Evidence that selection affects codon usage bias in humans. Before (After) controlling for potential CpG mis-polarization.

	Polymorphic	Fixed1	P (Fixed)	Chisq	P	Chisq/N
Exons
Preferred→unpreferred	10,249 (10,249)	7729 (7729)	0.43 (0.43)
Unpreferred→preferred	3957 (2859)	3731 (2487)	0.49 (0.47)	66.62 (20.71)	10⁻¹⁵ (10⁻⁵)	2.60 (0.89)
Intron
Preferred→unpreferred	690,248 (690,248)	366,993 (366,993)	0.35 (0.35)
Unpreferred→preferred	609,530 (521,822)	345,218 (285,076)	0.36 (0.35)	458.46 (76.7)	10⁻¹⁵ (10⁻¹⁵)	0.23 (0.04)

Polarized by comparison of human segregating sites to chimpanzee + gorilla genomes.

Evidence that selection affects codon usage bias in humans. Before (After) controlling for potential CpG mis-polarization. Polarized by comparison of human segregating sites to chimpanzee + gorilla genomes. In sum, all three approaches provided strong support that selection has shaped codon bias in mammals, even those species with the smallest effective population sizes. Our results are consistent with a growing body of work demonstrating codon usage is under selection in mammals (Urrutia and Hurst 2003; Comeron 2004; Lu and Wu 2005; Kondrashov et al. 2006; Yang and Nielsen 2008; Waldman et al. 2011; Doherty and McInerney 2013). Other studies have argued that patterns of selection in mammals are either absent or the result of mutational processes or methodological artifacts (Urrutia and Hurst 2001; Duret 2002). These latter studies point out the confounding factors that mutational processes and base composition have on estimates of codon usage bias, which are controlled for in all three approaches used above.

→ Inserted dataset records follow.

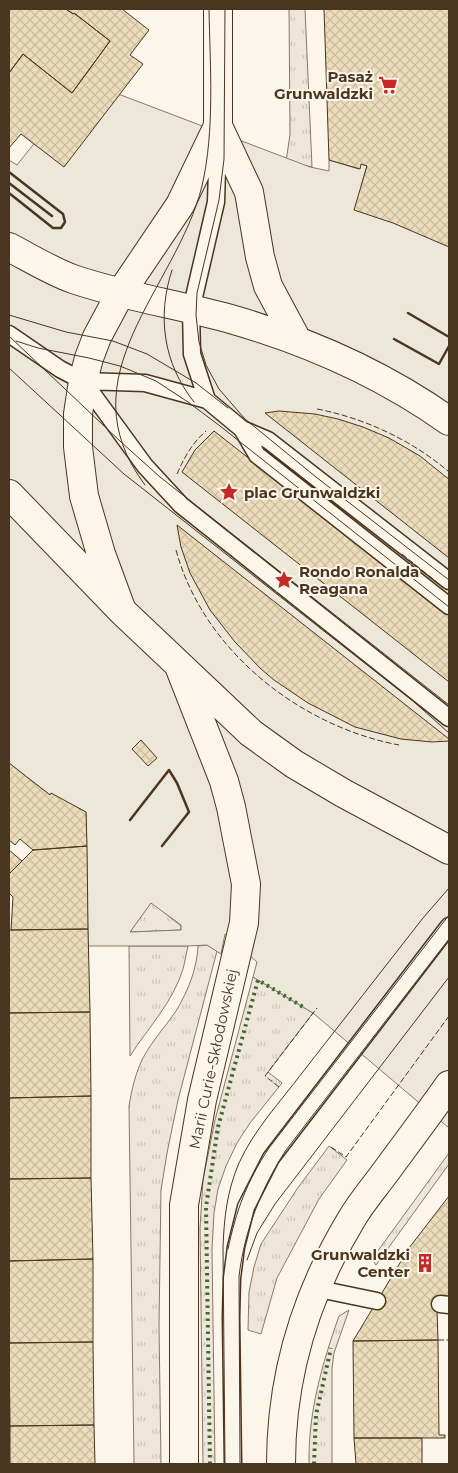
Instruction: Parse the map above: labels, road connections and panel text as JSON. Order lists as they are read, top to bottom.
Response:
{
  "streets": {
    "main road": ["Marii Curie-Skłodowskiej"]
  },
  "places": {
    "supermarket": ["Pasaż Grunwaldzki"],
    "place": ["plac Grunwaldzki", "Rondo Ronalda Reagana"],
    "building": ["Grunwaldzki Center"]
  }
}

Codon usage bias was not correlated to inferred variation in Ne across 41 mammalian species

In spite of the evidence that selection shapes codon usage, ENCp was not correlated to either proxy of effective population size. ENCp varied from the most biased score of 48.93 in cow to the least biased score of 51.99 in hedgehog (Fig.1, Appendix S3). Variation in log10 ENCp was not correlated to log10 age at sexual maturity (phylogenetically controlled t39 = −0.09, P = 0.93, Fig.2A) or log10 body mass (phylogenetically controlled t39 = −1.35, P = 0.18, Fig.2B). For the most part, we did not find either correlation if we analyzed (1) the lowest, intermediate, or highest third of genes ranked according to ENCp (generation time: t39 = −0.44, −0.08, 1.15; r = −0.19, −0.14, −0.02; P = 0.67, 0.93, 0.26, for the three groups, respectively; body mass: t39 = −0.99, −1.33, −0.39; r = −0.21, −0.27, −0.09; P = 0.33, 0.19, 0.70, for the three groups, respectively); (2) each amino acid family separately (exceptions being twofold redundant arginine where ENCp correlated to generation time and threonine where ENCp correlated to body mass, Appendix S5); or (3) each transcript after excluding potential exon splice enhancers (correlation to log10 generation time: t39 = −0.09, r = −0.16, P = 0.92; correlation to log10 body mass: t39 = −1.24, r = −0.30, P = 0.22).

Figure 1

Figure 2

Between species, log effective number of codons Prime (ENCp) did not correlate with two different proxies of species’ effective population sizes: (A) log10 generation time or (B) log10 body mass. Taxa numbered alphabetically: 1-Alpaca, 2-Armadillo, 3-Bush baby, 4-Cat, 5-Chimp, 6-Cow, 7-(Tasmanian) Devil, 8-Dog, 9-Dolphin, 10-Elephant, 11-Ferret, 12-Gibbon, 13-Gorilla, 14-Guinea Pig, 15-Hedgehog, 16-Horse, 17-Human, 18-Hyrax, 19-Kangaroo Rat, 20-Macaque, 21-Marmoset, 22-Megabat, 23-Microbat, 24-Mouse, 25-Mouse Lemur, 26-Opossum, 27-Orangutan, 28-Panda, 29-Pig, 30-Pika, 31-Platypus, 32-Rabbit, 33-Rat, 34-Sheep, 35-Shrew, 36-Sloth, 37-Squirrel, 38-Tarsier, 39-Tenrec, 40-Treeshrew, 41-Wallaby.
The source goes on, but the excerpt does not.